PROVIDED RECORDS.
_____

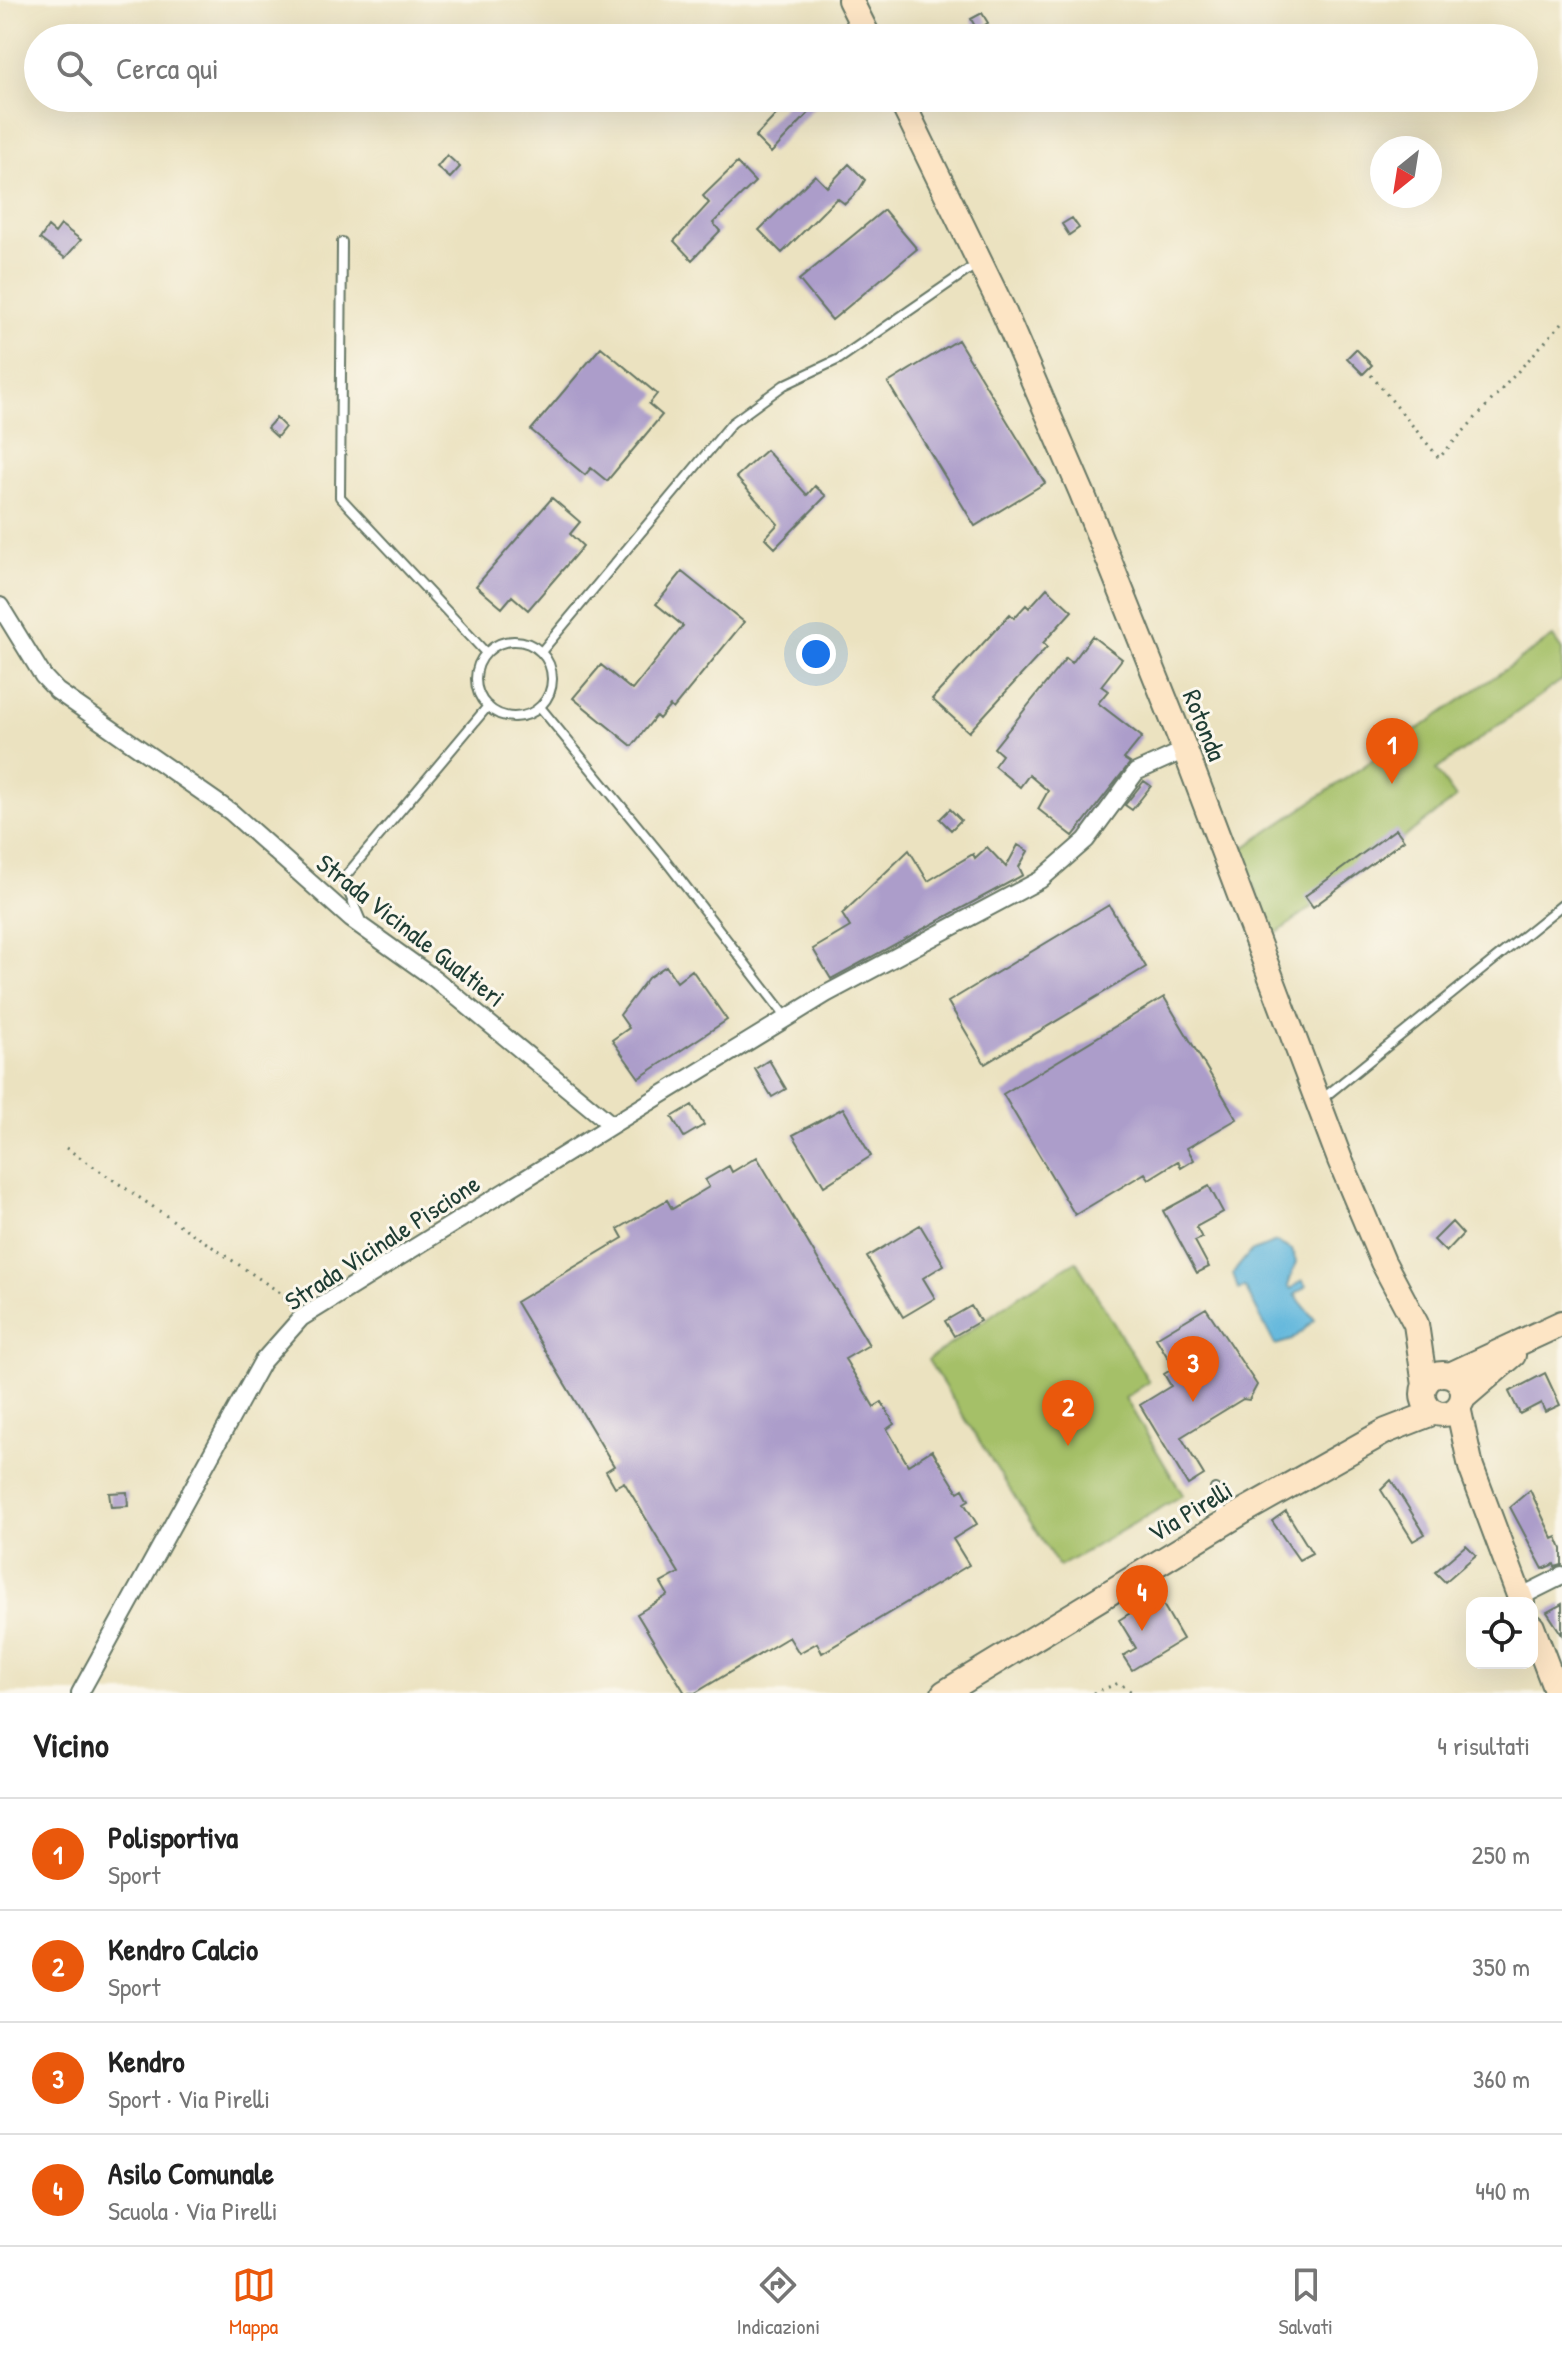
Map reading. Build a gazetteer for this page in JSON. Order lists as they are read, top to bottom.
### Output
{
  "streets": {
    "main road": ["Rotonda", "Via Pirelli"],
    "street": ["Strada Vicinale Gualtieri", "Strada Vicinale Piscione"]
  },
  "crossings": [
    ["Rotonda", "Via Pirelli"],
    ["Strada Vicinale Gualtieri", "Strada Vicinale Piscione"]
  ],
  "north": "bottom left",
  "page": {
    "search": "Cerca qui",
    "pins": [
      "1",
      "3",
      "2",
      "4"
    ],
    "heading": ["Vicino", "4 risultati"],
    "list": [
      {
        "mark": "1",
        "name": "Polisportiva",
        "note": "Sport",
        "value": "250 m"
      },
      {
        "mark": "2",
        "name": "Kendro Calcio",
        "note": "Sport",
        "value": "350 m"
      },
      {
        "mark": "3",
        "name": "Kendro",
        "note": "Sport · Via Pirelli",
        "value": "360 m"
      },
      {
        "mark": "4",
        "name": "Asilo Comunale",
        "note": "Scuola · Via Pirelli",
        "value": "440 m"
      }
    ],
    "nav": ["Mappa", "Indicazioni", "Salvati"]
  }
}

_____

Considering only the data above, return the lines in which "value" occurs.

        "value": "250 m"
        "value": "350 m"
        "value": "360 m"
        "value": "440 m"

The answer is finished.